[Start of Attachment]
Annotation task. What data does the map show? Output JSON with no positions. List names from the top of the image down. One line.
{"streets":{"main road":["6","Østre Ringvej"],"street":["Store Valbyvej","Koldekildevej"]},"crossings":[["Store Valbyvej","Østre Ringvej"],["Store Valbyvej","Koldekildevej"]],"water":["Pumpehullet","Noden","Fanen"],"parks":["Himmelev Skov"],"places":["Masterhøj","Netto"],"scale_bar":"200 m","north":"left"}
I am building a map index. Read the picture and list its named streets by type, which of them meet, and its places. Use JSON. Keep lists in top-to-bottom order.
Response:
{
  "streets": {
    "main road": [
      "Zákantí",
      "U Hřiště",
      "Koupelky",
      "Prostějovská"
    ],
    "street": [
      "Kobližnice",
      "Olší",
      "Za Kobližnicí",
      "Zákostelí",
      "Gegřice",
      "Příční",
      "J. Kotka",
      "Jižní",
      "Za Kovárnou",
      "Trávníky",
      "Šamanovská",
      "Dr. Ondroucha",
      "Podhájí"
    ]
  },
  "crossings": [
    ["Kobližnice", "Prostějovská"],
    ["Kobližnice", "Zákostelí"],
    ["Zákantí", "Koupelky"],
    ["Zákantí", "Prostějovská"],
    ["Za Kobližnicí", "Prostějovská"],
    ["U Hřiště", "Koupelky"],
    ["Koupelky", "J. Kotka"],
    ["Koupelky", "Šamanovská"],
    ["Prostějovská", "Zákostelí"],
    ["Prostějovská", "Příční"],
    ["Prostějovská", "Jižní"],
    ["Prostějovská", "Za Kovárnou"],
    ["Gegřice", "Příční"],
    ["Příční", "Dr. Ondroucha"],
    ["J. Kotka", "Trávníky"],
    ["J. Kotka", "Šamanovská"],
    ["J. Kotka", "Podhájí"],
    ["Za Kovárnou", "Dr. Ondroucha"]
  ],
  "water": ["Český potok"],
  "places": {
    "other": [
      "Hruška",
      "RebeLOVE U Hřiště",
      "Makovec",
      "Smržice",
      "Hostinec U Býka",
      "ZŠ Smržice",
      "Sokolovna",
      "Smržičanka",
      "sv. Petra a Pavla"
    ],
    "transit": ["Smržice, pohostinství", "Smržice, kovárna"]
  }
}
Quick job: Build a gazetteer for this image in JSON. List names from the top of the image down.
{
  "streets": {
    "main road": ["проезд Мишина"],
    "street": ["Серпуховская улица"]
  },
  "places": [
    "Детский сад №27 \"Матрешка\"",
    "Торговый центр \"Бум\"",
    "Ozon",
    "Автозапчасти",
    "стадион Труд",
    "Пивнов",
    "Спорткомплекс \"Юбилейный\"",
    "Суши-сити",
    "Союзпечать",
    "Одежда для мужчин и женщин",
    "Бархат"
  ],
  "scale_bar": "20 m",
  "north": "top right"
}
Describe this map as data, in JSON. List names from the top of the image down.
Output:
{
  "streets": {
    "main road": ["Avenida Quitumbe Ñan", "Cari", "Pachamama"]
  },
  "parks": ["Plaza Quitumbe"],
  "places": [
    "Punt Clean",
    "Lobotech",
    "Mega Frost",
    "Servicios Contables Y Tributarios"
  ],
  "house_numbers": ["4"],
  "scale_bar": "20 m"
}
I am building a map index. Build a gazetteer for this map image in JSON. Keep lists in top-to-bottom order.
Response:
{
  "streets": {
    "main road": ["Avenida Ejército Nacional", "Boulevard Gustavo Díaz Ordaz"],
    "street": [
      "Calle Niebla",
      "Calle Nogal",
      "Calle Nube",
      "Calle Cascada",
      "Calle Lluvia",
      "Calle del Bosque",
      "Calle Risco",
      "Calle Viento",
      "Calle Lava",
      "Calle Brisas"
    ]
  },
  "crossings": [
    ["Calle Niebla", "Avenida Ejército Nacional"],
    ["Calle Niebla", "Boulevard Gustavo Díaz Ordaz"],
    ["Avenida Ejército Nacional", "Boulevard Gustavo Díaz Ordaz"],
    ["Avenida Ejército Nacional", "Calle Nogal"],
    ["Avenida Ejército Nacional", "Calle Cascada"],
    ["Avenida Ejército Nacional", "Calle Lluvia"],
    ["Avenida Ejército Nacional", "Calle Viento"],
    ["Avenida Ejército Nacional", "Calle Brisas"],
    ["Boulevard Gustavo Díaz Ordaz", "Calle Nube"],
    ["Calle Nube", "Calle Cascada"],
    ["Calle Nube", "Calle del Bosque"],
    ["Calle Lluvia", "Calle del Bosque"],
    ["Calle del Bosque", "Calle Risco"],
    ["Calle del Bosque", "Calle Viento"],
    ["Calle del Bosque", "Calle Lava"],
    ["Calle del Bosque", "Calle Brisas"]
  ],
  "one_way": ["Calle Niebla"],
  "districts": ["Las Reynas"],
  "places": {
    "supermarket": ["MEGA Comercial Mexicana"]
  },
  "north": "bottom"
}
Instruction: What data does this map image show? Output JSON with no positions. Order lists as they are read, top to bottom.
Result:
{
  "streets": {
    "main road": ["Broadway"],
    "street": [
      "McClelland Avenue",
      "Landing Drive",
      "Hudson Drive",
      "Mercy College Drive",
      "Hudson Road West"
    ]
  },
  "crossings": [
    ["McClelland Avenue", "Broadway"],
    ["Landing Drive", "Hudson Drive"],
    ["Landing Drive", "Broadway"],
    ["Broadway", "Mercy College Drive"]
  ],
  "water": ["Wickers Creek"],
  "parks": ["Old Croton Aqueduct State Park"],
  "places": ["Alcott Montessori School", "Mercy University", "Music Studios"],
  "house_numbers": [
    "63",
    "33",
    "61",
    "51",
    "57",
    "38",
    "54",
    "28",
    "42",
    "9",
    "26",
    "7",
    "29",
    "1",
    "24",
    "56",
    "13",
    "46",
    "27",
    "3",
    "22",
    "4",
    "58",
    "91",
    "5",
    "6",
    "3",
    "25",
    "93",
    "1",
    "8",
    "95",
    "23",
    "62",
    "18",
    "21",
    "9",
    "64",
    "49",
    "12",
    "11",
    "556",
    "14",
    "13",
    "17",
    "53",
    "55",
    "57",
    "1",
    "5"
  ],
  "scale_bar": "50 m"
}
[End of Attachment]
* **Required work**:
Every line in the data that includes the word "positions" should be counted, and only the resulting number given.

* **Solution for this exercise**:
2